Leaving every picture out, please return exactly the lines from the top of the material below through the line with "position:absolute; inset:0; border:10px", both included.

Input data =
···

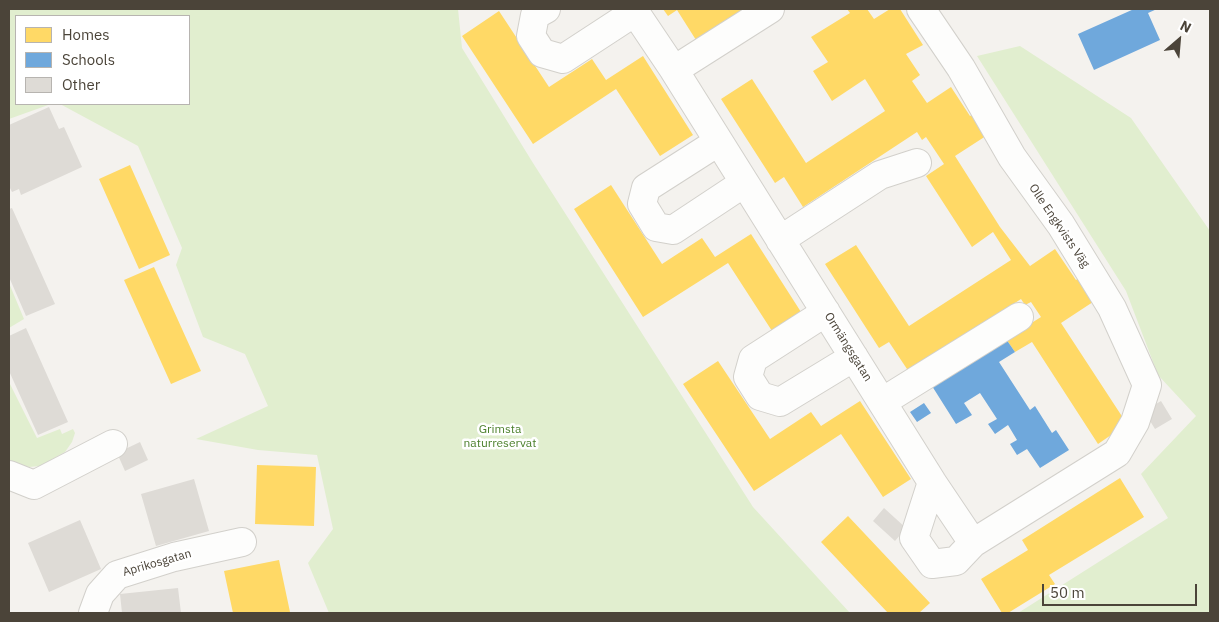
<!DOCTYPE html>
<html>
<head>
<meta charset="utf-8">
<style>
	body { margin:0 }
	#map { position:relative; width:1219px; height:622px; overflow:hidden; background:#f4f2ee; font-family:"IBM Plex Sans",sans-serif }
	canvas { display:block }
	.frame { position:absolute; inset:0; border:10px solid #4b4439; pointer-events:none }
	.legend { position:absolute; left:15px; top:15px; width:175px; height:90px; box-sizing:border-box; background:#fff; border:1px solid #b7b4b0; margin:0; padding:6px 9px; list-style:none; font-size:15px; color:#4b4439 }
	.legend li { display:flex; align-items:center; gap:10px; height:25px }
	.legend b { width:25px; border:1px solid #b7b4b0 }
	.north { position:absolute; left:1154px; top:15px; width:50px; height:50px; -webkit-text-stroke:4px #fff; paint-order:stroke; rotate:27deg; font-size:14px; font-weight:700; line-height:20px; text-align:center; color:#4b4439 }
	.north::after { content:''; display:block; margin:auto; width:18px; height:22px; background:#4b4439; clip-path:polygon(50% 0,100% 100%,50% 72%,0 100%) }
	.scale { position:absolute; left:1042px; top:584px; width:155px; height:22px; box-sizing:border-box; border:2px solid #4b4439; border-top:0; padding-left:6px; font-size:15px; line-height:18px; white-space:nowrap; color:#4b4439; -webkit-text-stroke:4px #fff; paint-order:stroke }
</style>
</head>
<body>
<div id="map">
<canvas width="1219" height="622"></canvas>
<div class="frame"></div>
<ul class="legend">
<li><b style="height:14px;background:#ffd966"></b>Homes</li>
<li><b style="height:14px;background:#6fa8dc"></b>Schools</li>
<li><b style="height:14px;background:#dedbd6"></b>Other</li>
</ul>
<div class="north">N</div>
<div class="scale">50 m</div>
</div>
<script>
const context = document.querySelector('canvas').getContext('2d');
context.lineJoin = 'round';
function fillPath(path, color) { context.fillStyle = color; context.fill(path, 'evenodd'); }
const toPath = rows => new Path2D(rows.map(r => 'M' + r).join(''));
function stroke(path, color, width, dash) { context.strokeStyle = color; context.lineWidth = width; context.lineCap = dash ? 'butt' : 'round'; context.setLineDash(dash || []); context.stroke(path); }
function write(font, color, halo, rows, align = 'center') {
  context.font = font + ' "IBM Plex Sans",sans-serif'; context.lineWidth = 5; context.setLineDash([]); context.textBaseline = 'middle'; context.strokeStyle = halo; context.fillStyle = color; for (const [text, x, y, turn = 0] of rows) {
    context.save(); context.translate(x, y); context.rotate((+turn || 0) * Math.PI / 180); context.textAlign = isNaN(turn) ? turn : align; if (halo) context.strokeText(text, 0, 0); context.fillText(text, 0, 0); context.restore();
  }
}
const green = toPath([
	[9,9,458,9,462,48,533,163,753,507,850,613,329,613,308,563,333,529,317,455,258,450,196,439,268,406,245,354,203,337,176,265,182,248,138,146,60,104,189,104,189,16,16,16,16,104,51,104,9,119],
	[1020,46,1131,118,1210,231,1210,613,1018,613,1168,518,1141,474,1196,416,1158,375,1126,291,977,56],
	[9,283,24,319,9,328],
	[9,382,37,438,60,429,62,434,73,429,75,433,72,442,65,452,40,466,29,467,14,463,9,461]
]);
const homes = toPath([
	[663,9,744,9,696,40,677,10,668,16],
	[847,9,867,9,874,19,890,9,900,9,923,45,906,54,920,75,912,81,927,103,951,87,970,116,975,113,989,134,955,156,1000,227,1030,266,1055,249,1076,280,1080,277,1096,300,1061,323,1127,424,1098,444,1032,342,1015,352,1006,339,1041,317,1031,302,1025,305,1021,299,909,372,889,342,879,348,825,264,856,245,909,326,1011,260,993,232,972,247,926,176,944,164,926,137,922,140,917,132,803,207,784,177,775,183,721,99,752,79,806,163,885,111,865,79,832,101,813,71,828,62,811,37,850,13],
	[499,11,549,87,592,59,606,80,643,56,693,135,660,156,616,89,533,144,462,36],
	[130,165,170,255,139,269,99,179],
	[611,185,662,264,702,238,715,257,751,234,801,312,772,331,728,263,643,317,574,209],
	[154,267,201,371,171,384,124,280],
	[718,361,770,439,811,412,821,426,860,401,911,479,883,497,841,434,754,491,683,384],
	[257,465,316,467,314,526,255,524],
	[1120,478,1144,517,1049,575,1055,584,1008,613,1002,613,981,579,1028,550,1022,540],
	[848,516,930,603,919,613,888,613,821,542],
	[279,560,290,612,282,613,233,613,224,571]
]);
const schools = toPath([
	[1134,9,1157,9,1148,13,1160,40,1094,70,1078,34],
	[1006,339,1015,352,999,362,1030,410,1035,406,1052,433,1056,430,1069,450,1040,468,1027,449,1017,455,1010,444,1017,440,1008,425,995,434,988,424,997,419,980,393,964,403,972,415,956,424,932,386],
	[924,403,931,413,917,422,910,412]
]);
const building = toPath([
	[49,107,59,129,64,127,82,167,21,195,19,189,12,192,9,186,9,125],
	[12,208,55,304,26,316,9,277,9,209],
	[26,328,68,422,38,435,9,371,9,336],
	[1161,401,1172,419,1155,429,1144,411],
	[140,442,148,460,125,471,117,453],
	[194,479,209,531,156,546,141,494],
	[884,508,906,528,895,541,873,521],
	[80,520,101,569,49,592,28,543],
	[178,588,181,613,122,613,120,594]
]);
const minor = toPath([
	[546,9,535,15,531,36,542,53,563,59,635,12],
	[633,9,674,70,932,482,973,543,1117,453,1135,422,1147,385,1112,308,1061,225,1012,157,961,68,921,9],
	[674,70,770,9],
	[718,142,646,188,642,204,656,227,673,230,744,183],
	[780,240,880,175,917,163],
	[826,312,753,359,748,377,760,396,780,402,854,357],
	[882,402,1019,317],
	[9,475,34,485,113,444],
	[932,482,914,538,932,564,956,561,973,543],
	[93,613,100,594,117,575,174,557,242,542]
]);
const streetNames = [
	["Olle Engkvists Väg",1059,226,56],
	["Ormängsgatan",848,347,58],
	["Aprikosgatan",157,563,-16]
];
const parkNames = [
	["Grimsta",500,430],
	["naturreservat",500,444]
];
fillPath(green, '#e1eecf');
fillPath(homes, '#ffd966');
fillPath(schools, '#6fa8dc');
fillPath(building, '#dedbd6');
stroke(minor, '#d2d0cb', 30);
stroke(minor, '#fdfdfc', 28);
write('12px', '#4b4439', '#fff', streetNames);
write('12px', '#4a7f2a', '#fff', parkNames);
</script>
</body>
</html>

···

Solution to this task =
<!DOCTYPE html>
<html>
<head>
<meta charset="utf-8">
<style>
	body { margin:0 }
	#map { position:relative; width:1219px; height:622px; overflow:hidden; background:#f4f2ee; font-family:"IBM Plex Sans",sans-serif }
	canvas { display:block }
	.frame { position:absolute; inset:0; border:10px solid #4b4439; pointer-events:none }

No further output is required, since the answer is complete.